Understanding ADHD's Impact on Life and Relationships

00:11:49
Speaker
I still think it's an avenue to the journey on this. I mean, there was a bit of sadness and mourning in thinking about some of those difficult times and
00:12:03
Speaker
now through the lens of understanding why I would have responded that way or why I might have felt uncomfortable or overwhelmed. You know, you just sort of want to go back and tell yourself, you know, it's okay. So they sort of that little self mourning. And a grieving process there and grieving for that younger version of yourself. And I think that different stages in your life, isn't it? Yeah, right. Yeah.
00:12:33
Speaker
Um, what's the question again? What difference has the diagnosis made in your mind? I think it certainly helped from a relationship and a family perspective to really have someone who, you know, I wouldn't say my husband is deeply immersed in
00:12:55
Speaker
world of neurodivergence. But, you know, he understands now some of the chaotic behaviors and when he might need to sort of say, perhaps you're over-scheduling. Have you thought about the realistic nature of being able to achieve 25 things on Saturday morning before 12 o'clock? So that's been helpful. And then also just probably
00:13:21
Speaker
One of the things I've always struggled with is just self-compassion and kindness, is that I'm always looking forward. I'm never really acknowledging successes or things that I've deemed important. And so actually being able to be kinder to myself has definitely been one of the positive impacts. How are you kinder to yourself when
00:13:50
Speaker
No, really, like I haven't seen it yet. I'm getting this thought. No, you are trying. We are talking. I am trying, yes. I think trying to not schedule. So being conscious that I overschedule things and so trying to undo that or
00:14:13
Speaker
even asking say my husband to say what do you think that's like is that realistic or is this or asking him to check things for me sometimes I will either do things in haste or I've got so many things on the go like so many tabs open in my head that I can probably rush things that might be important because I want to get them off my plate so actually asking him to to proof check it or
00:14:43
Speaker
sense check it, whereas before, I suppose I might have been too proud to say, hey, it's like, can you can you validate this for me or does this actually make sense?

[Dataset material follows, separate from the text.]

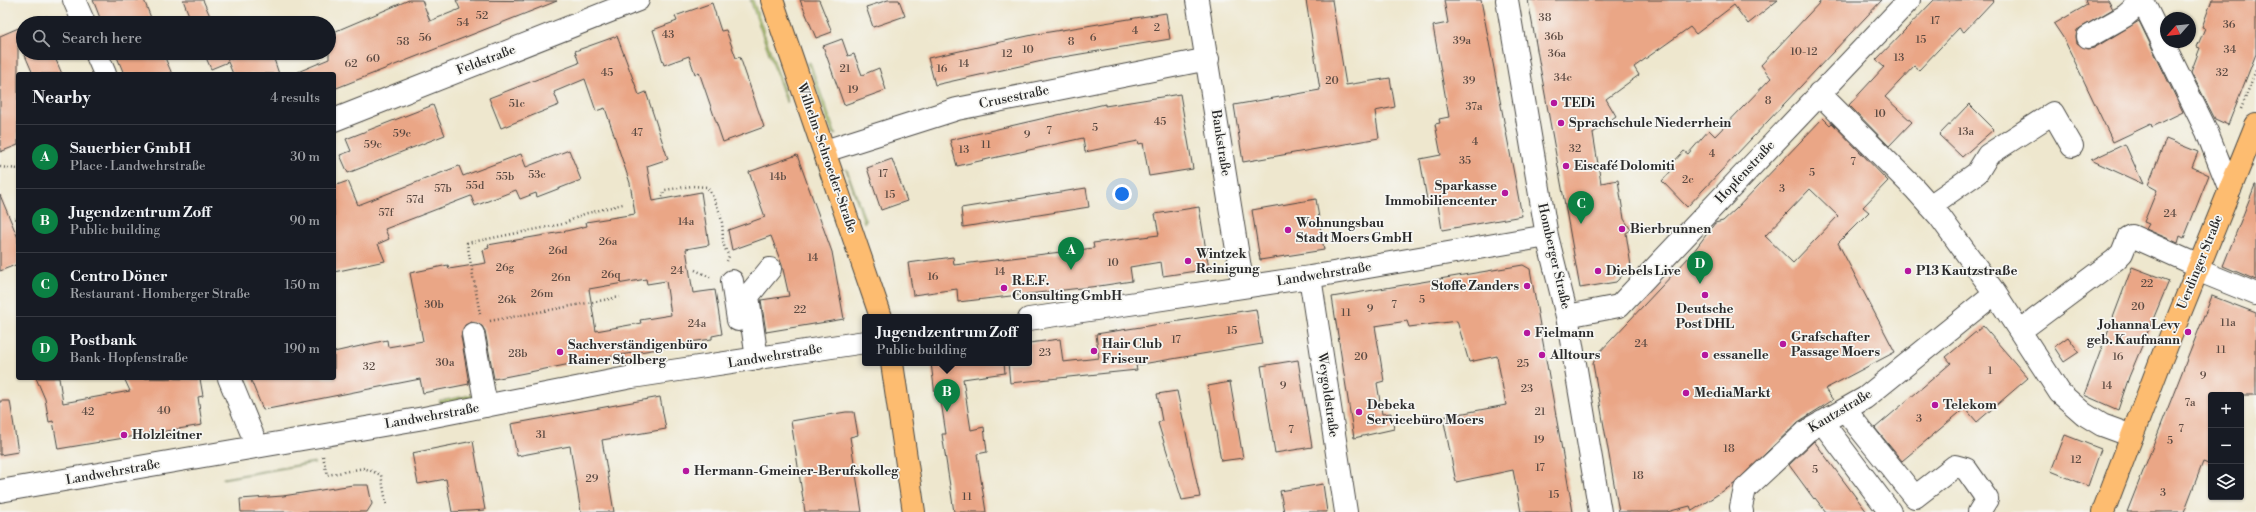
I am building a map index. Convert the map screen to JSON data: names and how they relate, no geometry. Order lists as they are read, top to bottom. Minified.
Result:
{"streets":{"main road":["Wilhelm-Schroeder-Straße","Uerdinger Straße"],"street":["Feldstraße","Crusestraße","Bankstraße","Hopfenstraße","Homberger Straße","Landwehrstraße","Weygoldstraße","Kautzstraße"]},"crossings":[["Crusestraße","Bankstraße"],["Crusestraße","Wilhelm-Schroeder-Straße"],["Bankstraße","Landwehrstraße"],["Hopfenstraße","Homberger Straße"],["Homberger Straße","Landwehrstraße"],["Landwehrstraße","Weygoldstraße"]],"places":["TEDi","Sprachschule Niederrhein","Eiscafé Dolomiti","Sparkasse Immobiliencenter","Bierbrunnen","Wohnungsbau Stadt Moers GmbH","Wintzek Reinigung","Diebels Live","P13 Kautzstraße","Stoffe Zanders","R.E.F. Consulting GmbH","Deutsche Post DHL","Johanna Levy geb. Kaufmann","Fielmann","Grafschafter Passage Moers","Hair Club Friseur","Sachverständigenbüro Rainer Stolberg","Alltours","essanelle","MediaMarkt","Telekom","Debeka Servicebüro Moers","Holzleitner","Hermann-Gmeiner-Berufskolleg"],"house_numbers":["52","38","17","54","36","2","4","43","36b","56","6","15","39a","58","8","10","34","10-12","12","36a","13","60","62","14","21","16","45","32","34c","20","39","19","8","51c","37a","10","45","5","7","13a","47","59c","9","4","59e","11","32","13","4","35","7","5","17","53c","55b","14b","2c","55d","57b","3","15","57d","57f","24","14a","26a","26d","14","10","26g","24","14","26q","16","26n","22","26m","26k","5","30b","7","20","9","22","11","11a","24a","15","17","24","11","23","28b","20","16","30a","25","32","1","9","9","14","23","7a","40","42","21","3","7","7","31","19","5","18","12","17","5","18","29","3","15","11"],"north":"bottom left","page":{"search":"Search here","heading":["Nearby","4 results"],"list":[{"mark":"A","name":"Sauerbier GmbH","note":"Place · Landwehrstraße","value":"30 m"},{"mark":"B","name":"Jugendzentrum Zoff","note":"Public building","value":"90 m"},{"mark":"C","name":"Centro Döner","note":"Restaurant · Homberger Straße","value":"150 m"},{"mark":"D","name":"Postbank","note":"Bank · Hopfenstraße","value":"190 m"}],"pins":["C","A","D","B"],"popup":["Jugendzentrum Zoff","Public building"],"map_buttons":["+","−"]}}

I would have just banged it out and moved on and then dealt with the consequences later. Right. So it almost sounds like a new sense of allowing yourself to be vulnerable in a sense to say, this is horrendous language, Jade. Sorry.
00:15:11
Speaker
Sorry, she doesn't do vulnerability. But it sounds like you are, because in the past, like you said, I wouldn't have asked, I wouldn't have checked, I would have, I had it all in control and I just did it. Yes, I think I've got a long way to go, but I'm starting on that journey with definitely recognizing things that I have difficulty with, processing information, for example. Even to sitting in finance meetings, for example,
00:15:40
Speaker
I'm getting, I'd say, a bit more confident in saying, this is how I need the information for me to process it. It's not that I intellectually can't process it, I just can't process it in the same way that other people do. So, for example, when I see a spreadsheet that's black and white with 50 columns, X and Y,
00:16:00
Speaker
with absolutely no color signifiers or way to navigate. I just, my brain just says, don't think you, it's coffee time or it's gin time. I'm done here. It's just boring. And I can't, just can't even read the numbers. So actually just having the courage to say, this is how I need a report or this is how I need a spreadsheet to look in order for me to be able to understand it without being apologetic.
00:16:29
Speaker
Right, that's about cultivating your environment for success, isn't it? Yeah, what she said. Making those changes so that you can thrive because there are environments that don't suit us, that we don't thrive in, that we're not going to succeed in. So once you know, then you can reshape and redesign and be less apologetic about it. Yeah.
00:16:59
Speaker
Whether it's the, you know, for me, it's the lighting or the external noise or distractions. I can now say that's not working for me rather than just building up a century overwhelm or checking out. Yeah. Yeah. Okay.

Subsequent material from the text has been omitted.